Noi e Medel
Dichiarazione sugli attacchi contro la magistratura italiana
MEDEL esprime forte preoccupazione per gli attacchi pubblici e la campagna mediatica in corso contro la magistratura a seguito delle decisioni emesse dalla sezione della protezione internazionale del Tribunale di Roma in relazione ai primi casi di applicazione del cd. Protocollo Italia-Albania.
Tale allarme è aggravato dagli attacchi portati, “by naming and shaming”, ad uno dei giudici della sezione per le posizioni espresse nel dibattito pubblico e nell’impegno associativo sul tema dei migranti e dei diritti fondamentali.

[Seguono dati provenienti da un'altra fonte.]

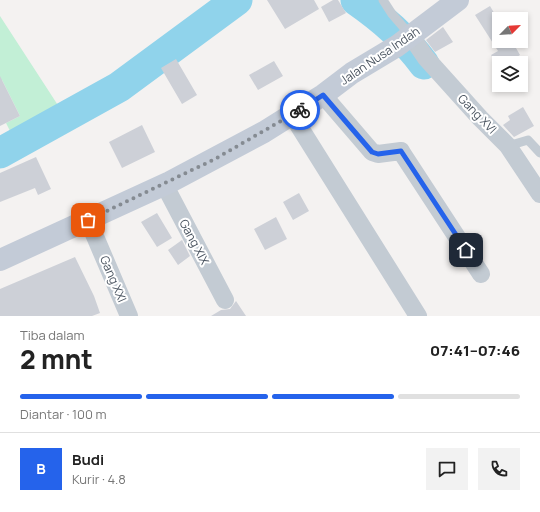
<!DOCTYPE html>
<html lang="id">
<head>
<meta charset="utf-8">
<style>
  body { margin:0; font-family:Manrope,sans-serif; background:#f2f2f2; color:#222; height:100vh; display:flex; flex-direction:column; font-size:15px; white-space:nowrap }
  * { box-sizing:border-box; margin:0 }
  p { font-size:13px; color:#767676 }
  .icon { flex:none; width:22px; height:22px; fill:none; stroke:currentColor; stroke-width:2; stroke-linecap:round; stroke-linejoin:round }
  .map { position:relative; height:316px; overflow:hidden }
  .panel { display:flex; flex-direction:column; background:#fff; flex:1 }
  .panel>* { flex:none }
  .needle { width:26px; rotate:66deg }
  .controls { position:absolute; left:492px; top:12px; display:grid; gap:8px }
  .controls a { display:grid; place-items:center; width:36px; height:36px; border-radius:0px; background:#fff; box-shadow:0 2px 6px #0003; font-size:20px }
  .pin { position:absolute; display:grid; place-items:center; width:34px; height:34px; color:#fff; margin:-17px; border-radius:8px; box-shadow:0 2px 6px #0006 }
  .courier { position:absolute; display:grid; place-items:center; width:40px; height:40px; margin:-20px; border:3px solid #2563eb; border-radius:50%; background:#fff; color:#222; box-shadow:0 1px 5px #0007 }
  .headline em { font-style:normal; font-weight:800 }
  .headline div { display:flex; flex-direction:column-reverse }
  .headline { display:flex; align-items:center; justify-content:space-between; height:68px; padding:0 20px }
  h1 { font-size:26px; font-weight:800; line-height:30px }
  .bar { display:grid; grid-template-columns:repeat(4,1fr); gap:6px 4px; align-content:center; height:48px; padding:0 20px }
  .bar i { height:5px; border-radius:3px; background:#e0e0e0 }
  .bar .active { background:#2563eb }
  .bar p { grid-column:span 4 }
  .line { display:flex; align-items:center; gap:10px; padding:0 20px; border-top:1px solid #e0e0e0 }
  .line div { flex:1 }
  .round { display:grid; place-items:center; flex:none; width:42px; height:42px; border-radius:0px; background:#f2f2f2 }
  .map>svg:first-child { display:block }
</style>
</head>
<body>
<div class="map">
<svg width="540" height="316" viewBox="0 0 540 316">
  <rect width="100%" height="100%" fill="#f4f2f1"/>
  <!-- grass -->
  <path fill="#c2efd6" d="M0 16 63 113 14 139 6 123 20 116 2 80 0 81Z"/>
  <!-- water -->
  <path fill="#90d3eb" d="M63 113 67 121 0 160V147Z"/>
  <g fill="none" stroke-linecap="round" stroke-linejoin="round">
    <!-- river -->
    <path stroke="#90d3eb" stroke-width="31" d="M356 0C383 19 404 37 424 64
      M0 153 119 87 237 0"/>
  </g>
  <!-- building -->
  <path fill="#cdd0d7" d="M267 0H314L319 9 285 29Z
    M333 0H338L346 13 329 22 321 7Z
    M490 6 499 21V41H512L520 55 507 63H499V68L491 55 498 51 475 15Z
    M443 27 453 42 435 52 426 40Z
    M176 59 197 95 182 104 161 68Z
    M274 61 283 76 258 90 249 75Z
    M0 76 20 116 0 126Z
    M523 107 534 126 514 137 503 125 510 120 508 116Z
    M142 125 155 152 122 168 109 142Z
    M36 157 51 189 38 195 35 188 0 202V173Z
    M299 193 309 211 293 220 283 202Z
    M157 213 172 238 157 247 141 222Z
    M276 217 287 239 265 250 254 229Z
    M182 240 190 256 178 265 168 250Z
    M75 257 94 296 100 313 92 316H0V289Z
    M236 301 246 316H211L221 310 230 309Z"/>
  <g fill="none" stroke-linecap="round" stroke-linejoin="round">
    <!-- lane -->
    <path stroke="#c3cbd3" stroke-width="9" d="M383 0 392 14 411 36
      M508 146 528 140 540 153"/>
    <!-- street -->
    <path stroke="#c3cbd3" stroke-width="18" d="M411 36 426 58 480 118 508 146 540 194
      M323 95 372 152 378 154 401 151 402 153 481 274
      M292 115 418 316
      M164 184 225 300
      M88 220 129 316"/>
    <!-- secondary -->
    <path stroke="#c3cbd7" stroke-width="22" d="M0 260 170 182 264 132 323 95 352 73 397 46 458 0"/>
  </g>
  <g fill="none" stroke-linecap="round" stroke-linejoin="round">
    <!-- done -->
    <path stroke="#858b92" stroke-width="4" stroke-dasharray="0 7.2" d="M88 220 215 159 300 110"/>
    <!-- route -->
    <path stroke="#2563eb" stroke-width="5" d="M300 110 323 95 372 152 378 154 401 151 466 250"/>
  </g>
  <g text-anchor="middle" stroke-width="4" stroke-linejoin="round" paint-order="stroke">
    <!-- street labels -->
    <g font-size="12" fill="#49535f" stroke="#fff">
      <text transform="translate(380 56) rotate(-34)" y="4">Jalan Nusa Indah</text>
      <text transform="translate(477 114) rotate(46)" y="4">Gang XVI</text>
      <text transform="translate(194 242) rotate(62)" y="4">Gang XIX</text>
      <text transform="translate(113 279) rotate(67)" y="4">Gang XXI</text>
    </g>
  </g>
</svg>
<div class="controls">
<a><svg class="needle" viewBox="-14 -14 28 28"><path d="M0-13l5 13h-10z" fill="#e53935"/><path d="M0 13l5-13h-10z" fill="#767676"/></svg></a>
<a><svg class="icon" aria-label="layers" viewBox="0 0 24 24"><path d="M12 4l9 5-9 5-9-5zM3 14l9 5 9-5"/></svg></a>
</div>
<div class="pin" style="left:88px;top:220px;background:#ea580c"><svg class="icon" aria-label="bag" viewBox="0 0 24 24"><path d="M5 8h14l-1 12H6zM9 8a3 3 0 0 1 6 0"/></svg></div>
<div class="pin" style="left:466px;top:250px;background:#1f2937"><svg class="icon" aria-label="home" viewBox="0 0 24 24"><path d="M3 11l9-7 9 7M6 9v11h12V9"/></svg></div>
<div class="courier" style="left:300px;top:110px"><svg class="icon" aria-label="bike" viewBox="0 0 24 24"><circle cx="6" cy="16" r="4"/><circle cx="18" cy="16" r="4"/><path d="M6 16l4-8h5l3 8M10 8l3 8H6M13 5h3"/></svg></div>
</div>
<section class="panel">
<div class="headline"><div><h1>2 mnt</h1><p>Tiba dalam</p></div><em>07:41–07:46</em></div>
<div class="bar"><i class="active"></i><i class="active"></i><i class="active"></i><i></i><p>Diantar · 100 m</p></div>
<div class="line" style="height:72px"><b class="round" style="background:#2563eb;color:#fff">B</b><div><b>Budi</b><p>Kurir · 4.8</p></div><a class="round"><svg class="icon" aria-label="chat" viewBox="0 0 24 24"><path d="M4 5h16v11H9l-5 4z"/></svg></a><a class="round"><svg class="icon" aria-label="phone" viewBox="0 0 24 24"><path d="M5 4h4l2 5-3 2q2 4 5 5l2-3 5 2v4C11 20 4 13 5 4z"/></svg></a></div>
</section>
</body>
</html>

Come già chiarito nel comunicato stampa del Presidente della sezione competente, sei giudici non hanno convalidato i trattenimenti dei migranti in applicazione dei principi enunciati dalla recente pronuncia della CGUE del 4 ottobre 2024, emessa a seguito del rinvio pregiudiziale proposto dal giudice della Corte di Brno: in particolare, il diniego della convalida dei trattenimenti nelle strutture ed aree albanesi, equiparate alle zone di frontiera o di transito italiane, è stato motivato con l’impossibilità di riconoscere come “paesi sicuri” gli Stati di provenienza delle persone trattenute e, dunque, con l’ assenza del presupposto necessario per la procedura di frontiera e per il trattenimento delle persone migranti. Le motivazioni delle decisioni confermano chiaramente che i giudici hanno richiamato l’applicazione vincolante dei principi della Corte di Giustizia e della normativa dell’Unione Europea, costituita dalle direttive in materia di accoglienza, ritenuta prevalente sul diritto nazionale contrastante rispetto al tipo di procedura utilizzata dall’amministrazione statale per l’esame delle richieste di protezione internazionale.
A fronte di tali motivazioni e della circostanza che molto chiaro è il principio alla base delle stesse, rappresentato dal primato inderogabile del diritto dell’Unione Europea, l’accusa ai magistrati di aver sconfinato dai loro poteri e di aver agito per finalità di opposizione politica al governo, rappresenta un attacco molto grave all’ indipendenza della magistratura nonché al principio stesso di separazione dei poteri.
Le esperienze di regressione dello stato di diritto vissute in questi anni in Europa, come quella della Polonia, ci hanno dimostrato come mettere in discussione il ruolo dei giudici nazionali nell’applicare il diritto dell’Unione e farne valere il primato, rappresenti un grave rischio per la tenuta di tutto il sistema legale e di tutela giurisdizionale dei diritti fondamentali su cui si fonda l’Unione Europea.
Nell’esprimere sostegno e solidarietà ai magistrati oggetto degli attacchi in corso, MEDEL riafferma che il rispetto della separazione dei poteri e dei principi dello stato di diritto, pilastri della democrazia, esige:
che la critica alle decisioni dei giudici, specie se portate da autorità pubbliche ed esponenti del governo o delle istituzioni, non diventi mai pericolosa delegittimazione della loro funzione, con l’accusa strumentale di parzialità o di abuso del proprio potere per finalità politiche;
che gli altri poteri dello stato rispettino la funzione costituzionale dei giudici, che è quella di essere sempre garanti imparziali dei diritti fondamentali di tutte le persone, applicando le norme primarie e le fonti sovraordinate a quelle nazionali;
che le autorità nazionali rispettino il ruolo che i giudici svolgono in quanto giudici “europei”, chiamati a garantire l’applicazione effettiva ed uniforme del diritto dell’Unione nonché la sua prevalenza su quello nazionale difforme;
che l’indipendente esercizio delle funzioni giudiziarie non sia messo a rischio da attacchi portati ai singoli magistrati e alle loro decisioni perché ritenute non in linea con le scelte fatte da qualsivoglia maggioranza politica, o da improprie pressioni ed influenze, esercitate con attacchi diretti ai singoli magistrati e con campagne mediatiche mirate sulla loro persona;
che sia rispettato il diritto di parola dei magistrati e delle loro associazioni giudiziarie, messo a rischio dall’utilizzo strumentale ed improprio della loro partecipazione al pubblico dibattito sullo stato di diritto e sui diritti fondamentali.